_PROVIDED DATA_:

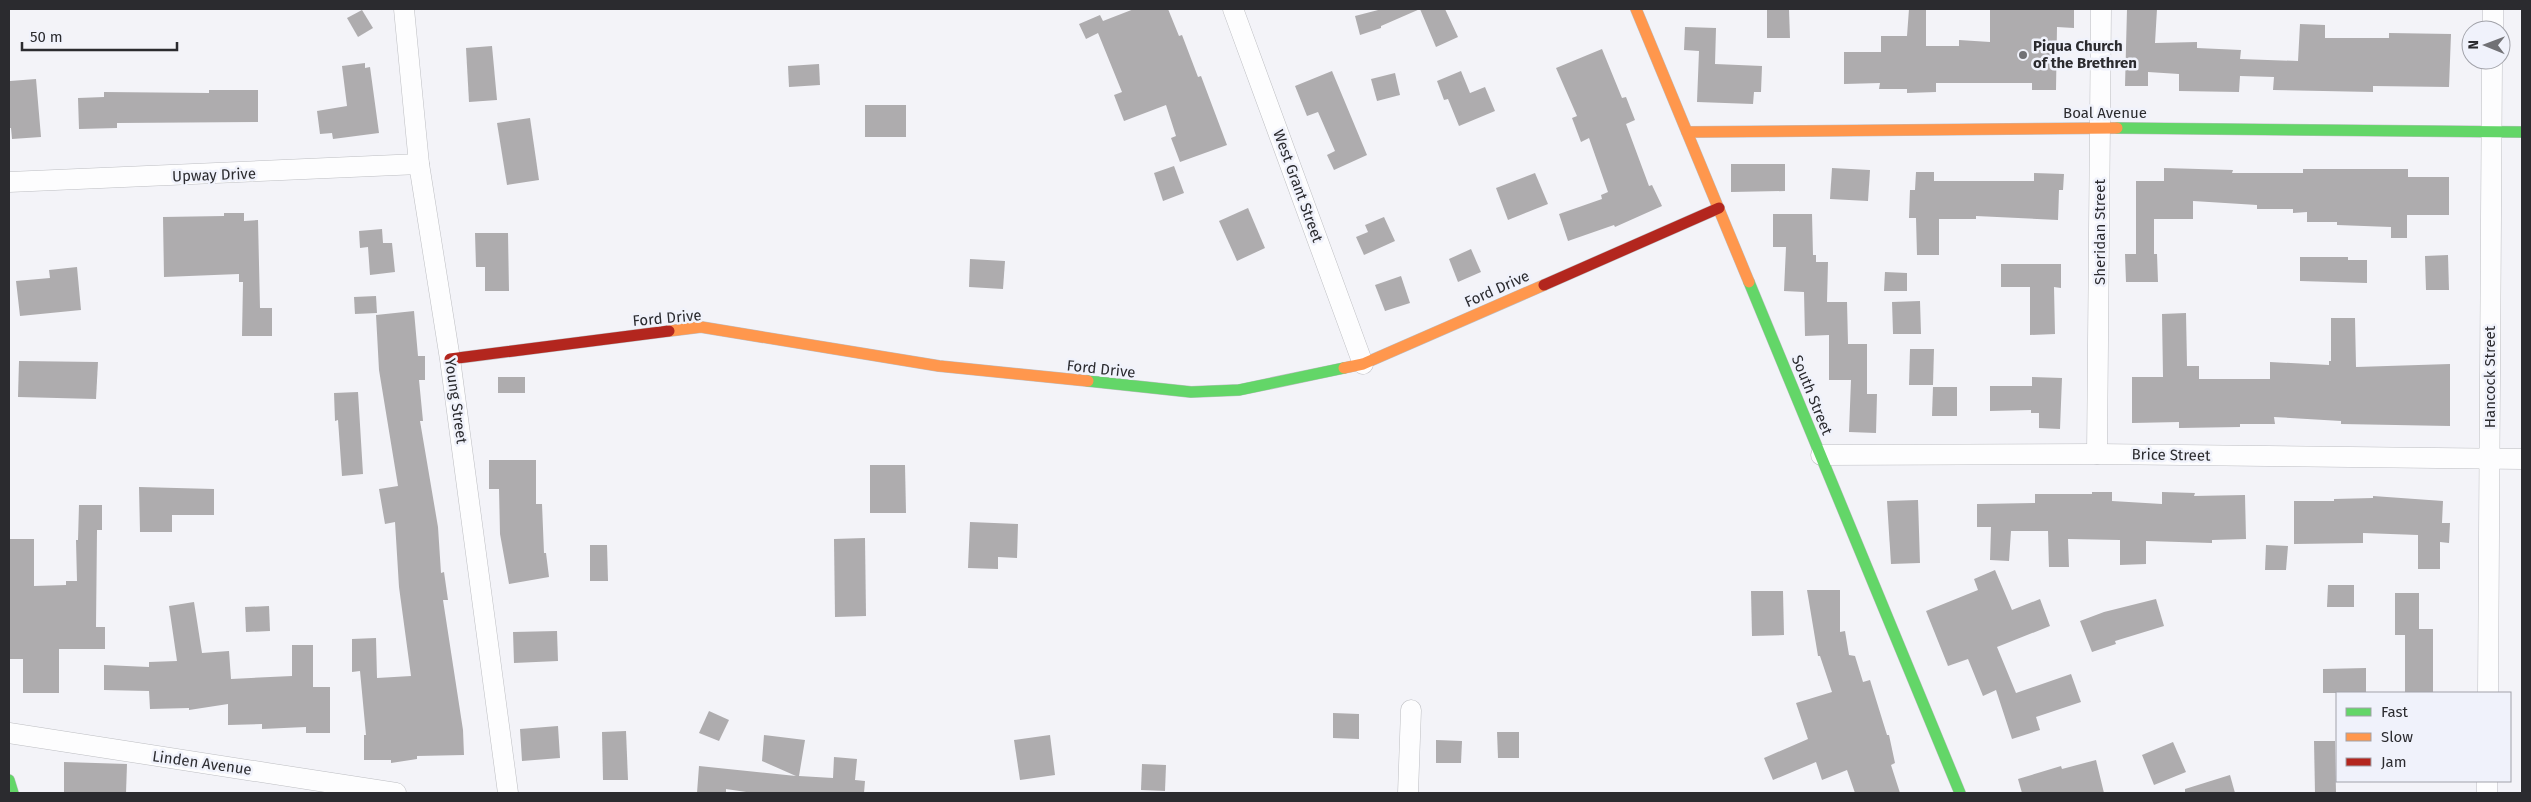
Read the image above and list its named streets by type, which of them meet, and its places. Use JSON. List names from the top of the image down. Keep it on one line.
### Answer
{"streets":{"street":["Boal Avenue","Upway Drive","West Grant Street","Sheridan Street","Ford Drive","Hancock Street","South Street","Young Street","Brice Street","Linden Avenue"]},"crossings":[["Boal Avenue","Sheridan Street"],["Boal Avenue","Hancock Street"],["Boal Avenue","South Street"],["Upway Drive","Young Street"],["West Grant Street","Ford Drive"],["Sheridan Street","Brice Street"],["Ford Drive","South Street"],["Ford Drive","Young Street"],["Hancock Street","Brice Street"],["South Street","Brice Street"]],"places":["Piqua Church of the Brethren"],"legend":["Fast","Slow","Jam"],"scale_bar":"50 m","north":"left"}
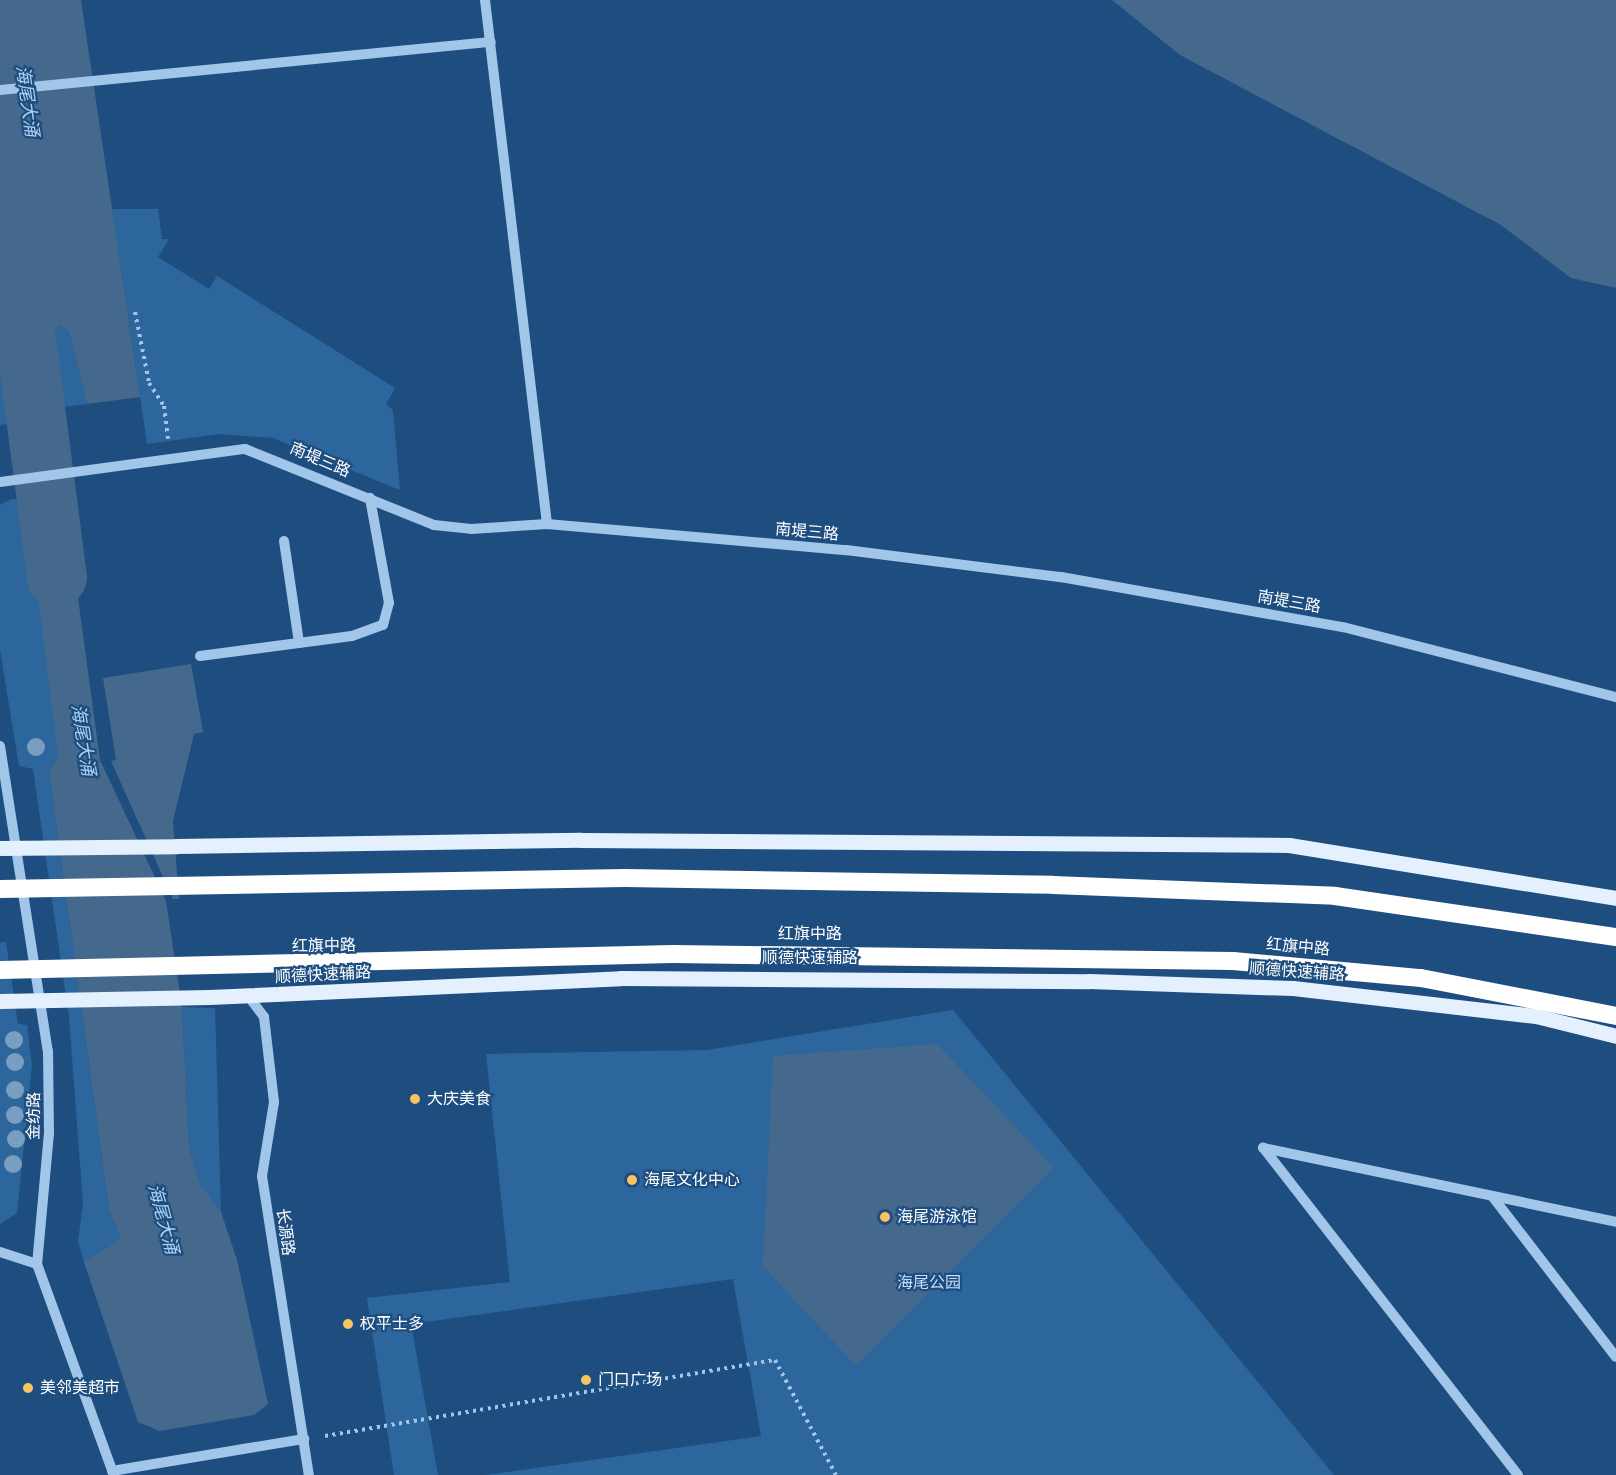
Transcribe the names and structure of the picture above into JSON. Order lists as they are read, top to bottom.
{
  "streets": {
    "highway": ["红旗中路"],
    "main road": ["顺德快速辅路"],
    "street": ["南堤三路", "金纺路", "长源路"]
  },
  "crossings": [
    ["顺德快速辅路", "长源路"]
  ],
  "water": ["海尾大涌"],
  "parks": ["海尾公园"],
  "places": [
    "大庆美食",
    "海尾文化中心",
    "海尾游泳馆",
    "权平士多",
    "门口广场",
    "美邻美超市"
  ]
}
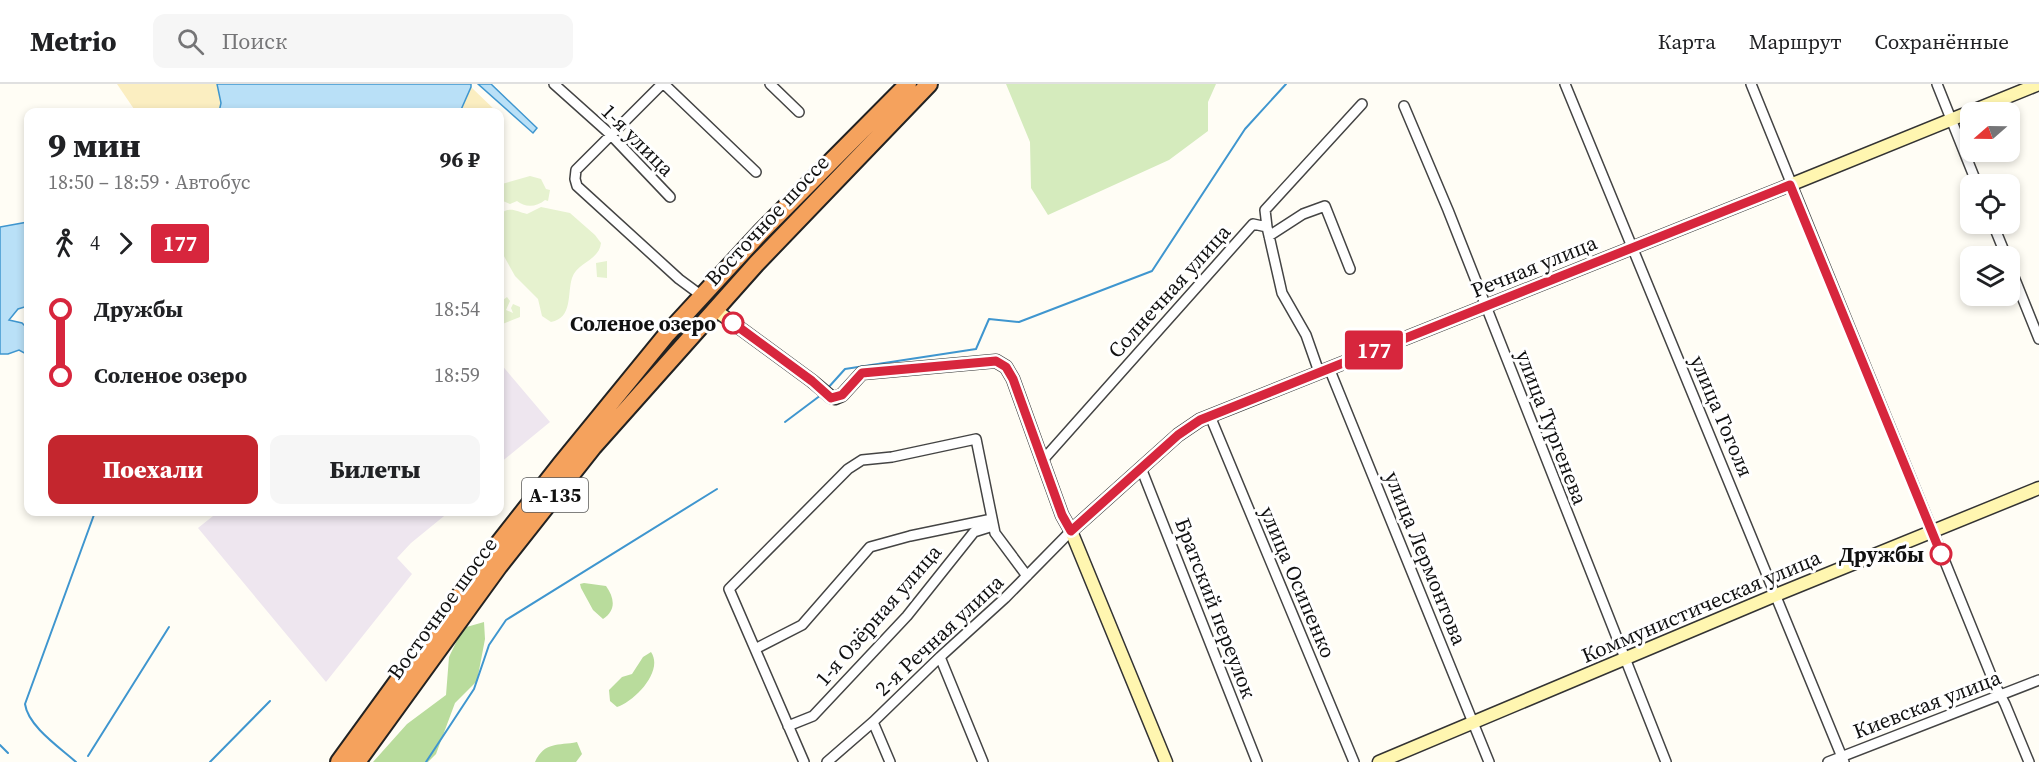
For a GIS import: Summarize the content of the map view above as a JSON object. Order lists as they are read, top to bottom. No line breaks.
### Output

_TO DO_: Would you restate all of the data above word for word, omitting the pictures?

_EXERCISE OUTPUT_:
Read the image above and list its named streets by type, which of them meet, and its places. Use JSON. List names from the top of the image down. Keep it on one line.
### Answer
{"streets":{"street":["Boal Avenue","Upway Drive","West Grant Street","Sheridan Street","Ford Drive","Hancock Street","South Street","Young Street","Brice Street","Linden Avenue"]},"crossings":[["Boal Avenue","Sheridan Street"],["Boal Avenue","Hancock Street"],["Boal Avenue","South Street"],["Upway Drive","Young Street"],["West Grant Street","Ford Drive"],["Sheridan Street","Brice Street"],["Ford Drive","South Street"],["Ford Drive","Young Street"],["Hancock Street","Brice Street"],["South Street","Brice Street"]],"places":["Piqua Church of the Brethren"],"legend":["Fast","Slow","Jam"],"scale_bar":"50 m","north":"left"}
Transcribe the names and structure of the picture above into JSON. Order lists as they are read, top to bottom.
{
  "streets": {
    "highway": ["红旗中路"],
    "main road": ["顺德快速辅路"],
    "street": ["南堤三路", "金纺路", "长源路"]
  },
  "crossings": [
    ["顺德快速辅路", "长源路"]
  ],
  "water": ["海尾大涌"],
  "parks": ["海尾公园"],
  "places": [
    "大庆美食",
    "海尾文化中心",
    "海尾游泳馆",
    "权平士多",
    "门口广场",
    "美邻美超市"
  ]
}
For a GIS import: Summarize the content of the map view above as a JSON object. Order lists as they are read, top to bottom. No line breaks.
### Output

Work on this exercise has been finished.